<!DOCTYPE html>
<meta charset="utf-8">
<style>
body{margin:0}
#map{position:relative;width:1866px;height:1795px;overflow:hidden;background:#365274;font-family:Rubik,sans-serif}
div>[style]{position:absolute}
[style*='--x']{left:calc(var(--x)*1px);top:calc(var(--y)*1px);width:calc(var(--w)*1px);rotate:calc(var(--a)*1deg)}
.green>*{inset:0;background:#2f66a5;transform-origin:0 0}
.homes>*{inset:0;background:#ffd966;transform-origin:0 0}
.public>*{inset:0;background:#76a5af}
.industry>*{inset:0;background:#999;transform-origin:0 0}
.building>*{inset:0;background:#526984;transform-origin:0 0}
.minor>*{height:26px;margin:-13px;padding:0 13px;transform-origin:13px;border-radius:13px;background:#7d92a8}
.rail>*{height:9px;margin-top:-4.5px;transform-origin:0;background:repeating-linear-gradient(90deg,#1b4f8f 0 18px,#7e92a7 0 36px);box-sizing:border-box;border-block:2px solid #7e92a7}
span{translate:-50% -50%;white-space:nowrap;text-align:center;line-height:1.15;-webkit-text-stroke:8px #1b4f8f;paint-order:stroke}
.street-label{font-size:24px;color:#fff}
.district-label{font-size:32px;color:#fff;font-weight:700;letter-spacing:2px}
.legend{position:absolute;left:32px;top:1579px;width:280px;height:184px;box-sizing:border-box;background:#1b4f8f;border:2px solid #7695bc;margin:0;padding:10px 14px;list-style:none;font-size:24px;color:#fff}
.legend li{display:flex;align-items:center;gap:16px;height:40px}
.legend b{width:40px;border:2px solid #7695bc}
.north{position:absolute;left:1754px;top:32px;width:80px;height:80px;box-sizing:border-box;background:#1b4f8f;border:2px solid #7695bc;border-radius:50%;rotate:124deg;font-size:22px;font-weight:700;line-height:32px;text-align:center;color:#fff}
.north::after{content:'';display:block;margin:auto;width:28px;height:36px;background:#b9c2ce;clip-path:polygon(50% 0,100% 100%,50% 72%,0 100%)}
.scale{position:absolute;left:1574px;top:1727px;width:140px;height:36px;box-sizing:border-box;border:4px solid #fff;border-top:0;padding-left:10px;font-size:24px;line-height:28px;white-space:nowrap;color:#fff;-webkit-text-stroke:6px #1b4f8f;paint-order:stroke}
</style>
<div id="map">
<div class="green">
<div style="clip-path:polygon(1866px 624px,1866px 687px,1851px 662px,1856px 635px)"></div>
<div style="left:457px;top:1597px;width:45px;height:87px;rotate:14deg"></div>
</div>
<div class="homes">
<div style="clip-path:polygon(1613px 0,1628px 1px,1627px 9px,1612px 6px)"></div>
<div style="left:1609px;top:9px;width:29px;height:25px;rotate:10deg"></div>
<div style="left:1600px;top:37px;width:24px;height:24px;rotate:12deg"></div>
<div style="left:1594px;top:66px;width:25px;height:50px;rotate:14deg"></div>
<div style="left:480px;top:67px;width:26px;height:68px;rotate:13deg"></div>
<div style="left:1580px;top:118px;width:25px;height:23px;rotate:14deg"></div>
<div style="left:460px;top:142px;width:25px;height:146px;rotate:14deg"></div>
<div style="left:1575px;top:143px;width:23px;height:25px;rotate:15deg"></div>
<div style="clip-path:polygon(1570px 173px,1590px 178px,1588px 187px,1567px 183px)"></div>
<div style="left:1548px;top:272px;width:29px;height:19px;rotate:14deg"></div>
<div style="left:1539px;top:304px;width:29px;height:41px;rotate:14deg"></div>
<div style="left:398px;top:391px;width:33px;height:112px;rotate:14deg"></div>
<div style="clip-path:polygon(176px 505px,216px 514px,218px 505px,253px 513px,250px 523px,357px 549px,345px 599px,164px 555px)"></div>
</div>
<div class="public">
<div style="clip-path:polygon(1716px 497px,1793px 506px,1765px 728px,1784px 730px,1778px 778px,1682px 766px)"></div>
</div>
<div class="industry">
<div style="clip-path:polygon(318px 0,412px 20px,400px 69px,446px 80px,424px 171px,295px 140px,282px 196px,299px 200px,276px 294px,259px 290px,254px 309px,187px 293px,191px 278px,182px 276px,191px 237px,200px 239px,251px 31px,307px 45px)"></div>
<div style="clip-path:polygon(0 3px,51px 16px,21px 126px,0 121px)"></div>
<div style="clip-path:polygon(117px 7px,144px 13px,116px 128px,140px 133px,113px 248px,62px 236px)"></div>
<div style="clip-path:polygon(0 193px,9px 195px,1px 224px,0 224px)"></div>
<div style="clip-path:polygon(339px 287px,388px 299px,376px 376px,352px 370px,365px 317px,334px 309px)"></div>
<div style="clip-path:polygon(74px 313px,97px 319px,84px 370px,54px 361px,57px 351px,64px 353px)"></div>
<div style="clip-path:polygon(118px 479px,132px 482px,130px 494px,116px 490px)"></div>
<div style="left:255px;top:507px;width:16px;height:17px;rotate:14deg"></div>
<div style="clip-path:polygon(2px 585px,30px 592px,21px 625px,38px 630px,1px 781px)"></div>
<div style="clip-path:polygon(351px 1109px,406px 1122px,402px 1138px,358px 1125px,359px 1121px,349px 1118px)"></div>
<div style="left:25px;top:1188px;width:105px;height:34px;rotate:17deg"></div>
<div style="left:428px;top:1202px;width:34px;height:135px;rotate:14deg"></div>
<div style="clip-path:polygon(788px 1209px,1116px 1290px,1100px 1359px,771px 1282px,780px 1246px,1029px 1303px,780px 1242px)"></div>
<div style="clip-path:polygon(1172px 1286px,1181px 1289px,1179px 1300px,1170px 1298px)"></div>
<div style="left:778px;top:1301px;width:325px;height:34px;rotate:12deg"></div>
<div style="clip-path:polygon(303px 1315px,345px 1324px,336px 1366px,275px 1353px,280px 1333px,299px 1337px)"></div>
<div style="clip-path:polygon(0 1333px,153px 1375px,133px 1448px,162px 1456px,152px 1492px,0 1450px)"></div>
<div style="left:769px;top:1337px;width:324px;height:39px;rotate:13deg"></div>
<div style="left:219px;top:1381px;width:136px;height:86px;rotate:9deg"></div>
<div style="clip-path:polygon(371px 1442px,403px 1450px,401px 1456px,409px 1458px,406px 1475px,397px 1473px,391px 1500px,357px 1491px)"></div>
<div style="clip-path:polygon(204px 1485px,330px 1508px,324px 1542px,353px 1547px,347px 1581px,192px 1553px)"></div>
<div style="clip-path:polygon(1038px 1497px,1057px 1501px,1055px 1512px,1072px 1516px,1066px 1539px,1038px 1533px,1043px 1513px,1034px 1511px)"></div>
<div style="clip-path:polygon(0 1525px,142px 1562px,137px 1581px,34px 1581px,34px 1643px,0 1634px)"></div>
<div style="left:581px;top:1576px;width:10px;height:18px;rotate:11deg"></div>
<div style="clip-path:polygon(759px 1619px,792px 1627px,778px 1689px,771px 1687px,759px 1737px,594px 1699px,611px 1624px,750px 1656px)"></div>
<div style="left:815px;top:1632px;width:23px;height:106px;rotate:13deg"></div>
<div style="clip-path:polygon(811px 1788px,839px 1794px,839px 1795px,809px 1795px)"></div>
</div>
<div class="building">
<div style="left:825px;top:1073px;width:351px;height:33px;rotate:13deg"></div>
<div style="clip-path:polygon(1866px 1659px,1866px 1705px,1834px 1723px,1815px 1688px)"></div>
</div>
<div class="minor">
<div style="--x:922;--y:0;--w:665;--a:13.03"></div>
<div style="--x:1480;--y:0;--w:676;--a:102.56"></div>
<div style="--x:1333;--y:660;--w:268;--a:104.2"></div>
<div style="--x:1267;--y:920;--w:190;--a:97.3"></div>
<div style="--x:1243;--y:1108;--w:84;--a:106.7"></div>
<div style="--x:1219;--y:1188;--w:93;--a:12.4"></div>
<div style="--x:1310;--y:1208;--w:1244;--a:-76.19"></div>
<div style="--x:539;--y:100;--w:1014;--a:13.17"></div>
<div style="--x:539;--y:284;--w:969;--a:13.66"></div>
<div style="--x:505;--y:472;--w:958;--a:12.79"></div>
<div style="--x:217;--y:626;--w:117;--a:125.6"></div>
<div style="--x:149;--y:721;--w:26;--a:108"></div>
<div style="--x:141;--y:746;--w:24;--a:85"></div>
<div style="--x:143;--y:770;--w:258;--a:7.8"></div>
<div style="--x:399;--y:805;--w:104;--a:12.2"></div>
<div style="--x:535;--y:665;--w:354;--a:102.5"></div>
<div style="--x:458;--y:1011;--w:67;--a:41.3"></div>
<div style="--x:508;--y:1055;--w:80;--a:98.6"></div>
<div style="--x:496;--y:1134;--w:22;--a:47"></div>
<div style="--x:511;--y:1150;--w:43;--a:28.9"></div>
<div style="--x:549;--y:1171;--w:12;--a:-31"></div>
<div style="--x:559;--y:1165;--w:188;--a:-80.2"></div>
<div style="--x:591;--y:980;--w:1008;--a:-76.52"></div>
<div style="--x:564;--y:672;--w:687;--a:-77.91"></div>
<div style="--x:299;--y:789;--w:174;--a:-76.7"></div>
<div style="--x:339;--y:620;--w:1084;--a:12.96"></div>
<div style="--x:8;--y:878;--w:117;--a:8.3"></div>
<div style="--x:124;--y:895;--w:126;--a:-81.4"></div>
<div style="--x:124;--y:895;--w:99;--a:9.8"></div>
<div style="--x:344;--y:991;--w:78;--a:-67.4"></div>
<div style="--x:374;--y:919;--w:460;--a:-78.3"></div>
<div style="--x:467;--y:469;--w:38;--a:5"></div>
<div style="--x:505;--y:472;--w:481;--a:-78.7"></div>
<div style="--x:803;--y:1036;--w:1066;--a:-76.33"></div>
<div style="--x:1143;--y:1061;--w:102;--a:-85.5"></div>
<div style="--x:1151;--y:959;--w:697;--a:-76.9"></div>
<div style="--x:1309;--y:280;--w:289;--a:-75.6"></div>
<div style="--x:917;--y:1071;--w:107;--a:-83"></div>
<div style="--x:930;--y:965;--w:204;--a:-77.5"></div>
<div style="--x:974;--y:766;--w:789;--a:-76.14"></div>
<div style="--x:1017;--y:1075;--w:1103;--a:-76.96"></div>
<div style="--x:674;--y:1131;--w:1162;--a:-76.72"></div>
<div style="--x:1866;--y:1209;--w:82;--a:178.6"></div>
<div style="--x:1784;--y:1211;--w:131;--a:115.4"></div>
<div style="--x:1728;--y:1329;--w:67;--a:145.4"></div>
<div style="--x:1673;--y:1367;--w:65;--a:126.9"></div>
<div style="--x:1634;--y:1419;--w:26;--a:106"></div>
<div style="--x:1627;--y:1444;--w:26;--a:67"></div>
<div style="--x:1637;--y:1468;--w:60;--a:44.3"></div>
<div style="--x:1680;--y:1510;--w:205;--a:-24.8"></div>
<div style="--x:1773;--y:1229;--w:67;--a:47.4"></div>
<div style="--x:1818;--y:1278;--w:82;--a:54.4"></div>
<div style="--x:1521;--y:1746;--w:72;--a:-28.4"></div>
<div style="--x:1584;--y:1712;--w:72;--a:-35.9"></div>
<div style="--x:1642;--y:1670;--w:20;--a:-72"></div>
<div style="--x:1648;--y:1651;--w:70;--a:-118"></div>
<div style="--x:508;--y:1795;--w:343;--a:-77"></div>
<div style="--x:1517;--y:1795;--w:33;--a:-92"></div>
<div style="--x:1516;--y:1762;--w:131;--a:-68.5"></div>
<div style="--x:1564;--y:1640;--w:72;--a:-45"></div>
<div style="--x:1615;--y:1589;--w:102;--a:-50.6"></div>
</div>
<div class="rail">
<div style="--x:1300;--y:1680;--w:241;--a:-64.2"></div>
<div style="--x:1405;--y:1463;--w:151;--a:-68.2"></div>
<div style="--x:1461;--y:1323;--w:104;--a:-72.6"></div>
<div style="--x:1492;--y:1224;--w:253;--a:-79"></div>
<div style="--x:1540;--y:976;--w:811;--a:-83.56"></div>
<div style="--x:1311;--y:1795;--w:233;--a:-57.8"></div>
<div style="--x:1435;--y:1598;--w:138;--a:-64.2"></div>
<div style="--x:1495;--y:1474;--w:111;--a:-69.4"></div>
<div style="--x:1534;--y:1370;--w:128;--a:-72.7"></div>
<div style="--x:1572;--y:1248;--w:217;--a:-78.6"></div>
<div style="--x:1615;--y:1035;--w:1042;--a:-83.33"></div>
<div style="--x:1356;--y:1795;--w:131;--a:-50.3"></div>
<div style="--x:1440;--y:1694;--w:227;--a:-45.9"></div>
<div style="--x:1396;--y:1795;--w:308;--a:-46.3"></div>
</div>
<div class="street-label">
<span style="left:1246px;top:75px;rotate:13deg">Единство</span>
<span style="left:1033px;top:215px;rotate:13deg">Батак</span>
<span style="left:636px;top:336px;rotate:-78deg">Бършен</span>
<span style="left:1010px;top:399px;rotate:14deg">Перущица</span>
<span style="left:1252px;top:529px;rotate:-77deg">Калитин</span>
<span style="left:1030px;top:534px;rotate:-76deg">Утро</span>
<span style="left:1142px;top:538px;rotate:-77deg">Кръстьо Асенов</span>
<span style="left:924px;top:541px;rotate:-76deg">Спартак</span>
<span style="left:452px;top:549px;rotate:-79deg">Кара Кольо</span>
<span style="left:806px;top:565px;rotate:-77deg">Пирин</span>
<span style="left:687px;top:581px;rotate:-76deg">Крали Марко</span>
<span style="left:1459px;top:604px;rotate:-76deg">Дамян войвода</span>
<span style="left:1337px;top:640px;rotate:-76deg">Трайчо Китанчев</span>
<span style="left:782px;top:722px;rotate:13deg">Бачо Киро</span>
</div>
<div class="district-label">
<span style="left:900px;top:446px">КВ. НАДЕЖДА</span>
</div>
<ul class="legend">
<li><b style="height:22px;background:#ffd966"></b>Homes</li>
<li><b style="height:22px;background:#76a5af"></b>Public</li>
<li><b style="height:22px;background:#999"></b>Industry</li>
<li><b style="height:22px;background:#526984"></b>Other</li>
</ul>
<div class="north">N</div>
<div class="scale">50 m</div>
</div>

____

WHAT NEEDS TO BE DONE:
In the records above, find every line containing the word "green" and show it.

TASK OUTPUT:
.green>*{inset:0;background:#2f66a5;transform-origin:0 0}
<div class="green">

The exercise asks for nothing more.